» DIRECTIONS: Without the pictures, set down everything in the listing exactly.

===== COLLECTED DATA

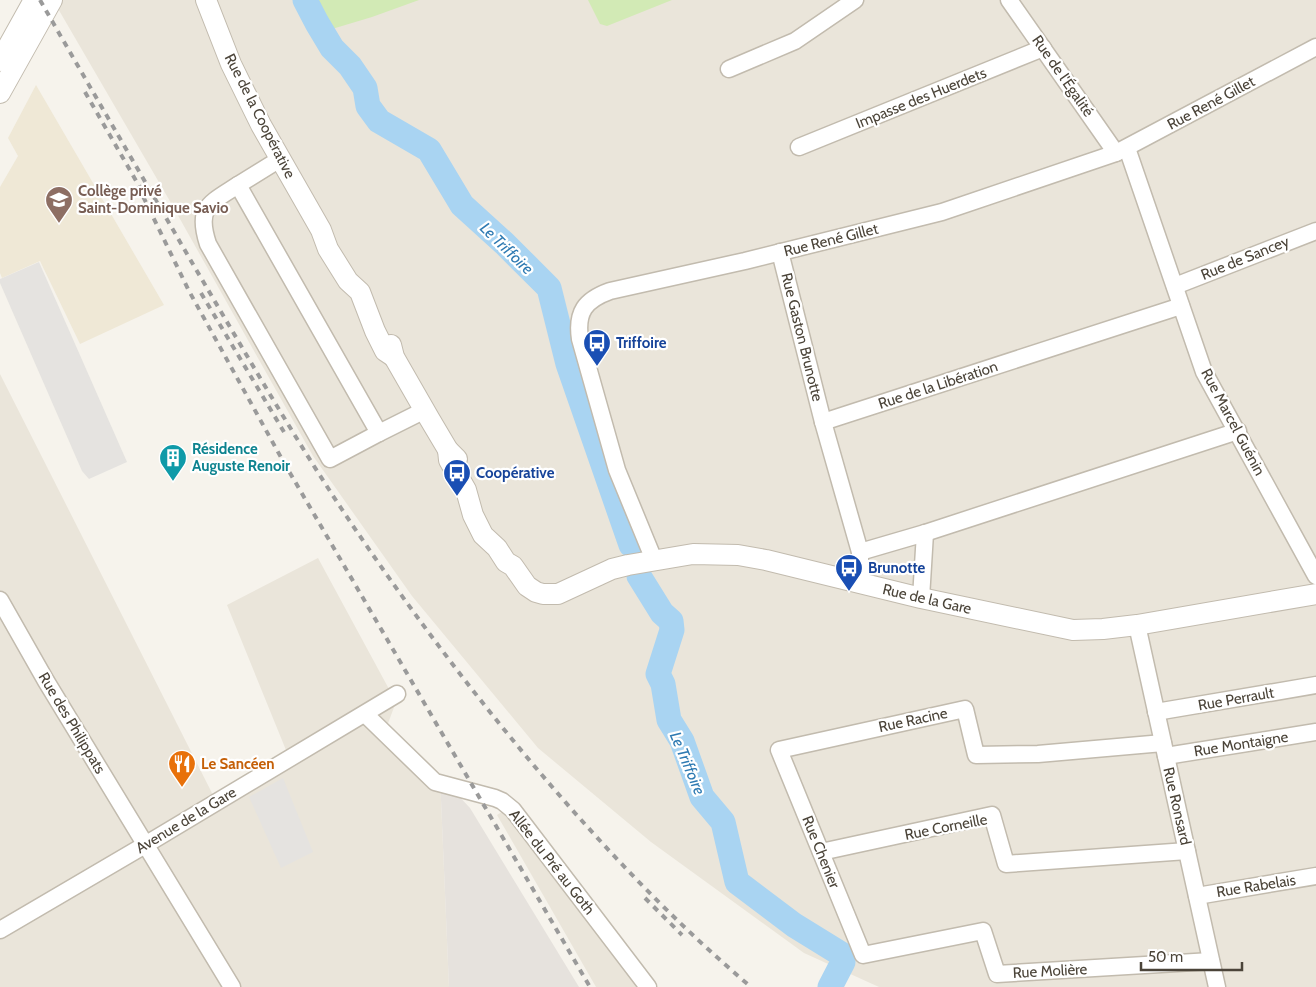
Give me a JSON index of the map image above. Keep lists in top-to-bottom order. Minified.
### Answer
{"streets":{"street":["Rue de l'Égalité","Impasse des Huerdets","Rue René Gillet","Rue de la Coopérative","Rue de Sancey","Rue Gaston Brunotte","Rue de la Libération","Rue Marcel Guénin","Rue de la Gare","Rue Perrault","Rue Racine","Rue des Philippats","Rue Montaigne","Rue Ronsard","Avenue de la Gare","Rue Corneille","Rue Chenier","Allée du Pré au Goth","Rue Rabelais","Rue Molière"]},"crossings":[["Rue de l'Égalité","Impasse des Huerdets"],["Rue de l'Égalité","Rue René Gillet"],["Rue de l'Égalité","Rue Marcel Guénin"],["Rue René Gillet","Rue Gaston Brunotte"],["Rue René Gillet","Rue Marcel Guénin"],["Rue René Gillet","Rue de la Gare"],["Rue de la Coopérative","Rue de la Gare"],["Rue de Sancey","Rue Marcel Guénin"],["Rue Gaston Brunotte","Rue de la Libération"],["Rue de la Libération","Rue Marcel Guénin"],["Rue de la Gare","Rue Ronsard"],["Rue Perrault","Rue Ronsard"],["Rue Racine","Rue Montaigne"],["Rue Racine","Rue Ronsard"],["Rue Racine","Rue Chenier"],["Rue des Philippats","Avenue de la Gare"],["Rue Montaigne","Rue Ronsard"],["Rue Ronsard","Rue Corneille"],["Rue Ronsard","Rue Rabelais"],["Rue Ronsard","Rue Molière"],["Avenue de la Gare","Allée du Pré au Goth"],["Rue Corneille","Rue Chenier"],["Rue Chenier","Rue Molière"]],"water":["Le Triffoire"],"places":{"school or university":["Collège privé Saint-Dominique Savio"],"bus stop":["Triffoire","Coopérative","Brunotte"],"building":["Résidence Auguste Renoir"],"restaurant":["Le Sancéen"]},"scale_bar":"50 m"}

==========

» SOLUTION:
Give me a JSON index of the map image above. Keep lists in top-to-bottom order. Minified.
### Answer
{"streets":{"street":["Rue de l'Égalité","Impasse des Huerdets","Rue René Gillet","Rue de la Coopérative","Rue de Sancey","Rue Gaston Brunotte","Rue de la Libération","Rue Marcel Guénin","Rue de la Gare","Rue Perrault","Rue Racine","Rue des Philippats","Rue Montaigne","Rue Ronsard","Avenue de la Gare","Rue Corneille","Rue Chenier","Allée du Pré au Goth","Rue Rabelais","Rue Molière"]},"crossings":[["Rue de l'Égalité","Impasse des Huerdets"],["Rue de l'Égalité","Rue René Gillet"],["Rue de l'Égalité","Rue Marcel Guénin"],["Rue René Gillet","Rue Gaston Brunotte"],["Rue René Gillet","Rue Marcel Guénin"],["Rue René Gillet","Rue de la Gare"],["Rue de la Coopérative","Rue de la Gare"],["Rue de Sancey","Rue Marcel Guénin"],["Rue Gaston Brunotte","Rue de la Libération"],["Rue de la Libération","Rue Marcel Guénin"],["Rue de la Gare","Rue Ronsard"],["Rue Perrault","Rue Ronsard"],["Rue Racine","Rue Montaigne"],["Rue Racine","Rue Ronsard"],["Rue Racine","Rue Chenier"],["Rue des Philippats","Avenue de la Gare"],["Rue Montaigne","Rue Ronsard"],["Rue Ronsard","Rue Corneille"],["Rue Ronsard","Rue Rabelais"],["Rue Ronsard","Rue Molière"],["Avenue de la Gare","Allée du Pré au Goth"],["Rue Corneille","Rue Chenier"],["Rue Chenier","Rue Molière"]],"water":["Le Triffoire"],"places":{"school or university":["Collège privé Saint-Dominique Savio"],"bus stop":["Triffoire","Coopérative","Brunotte"],"building":["Résidence Auguste Renoir"],"restaurant":["Le Sancéen"]},"scale_bar":"50 m"}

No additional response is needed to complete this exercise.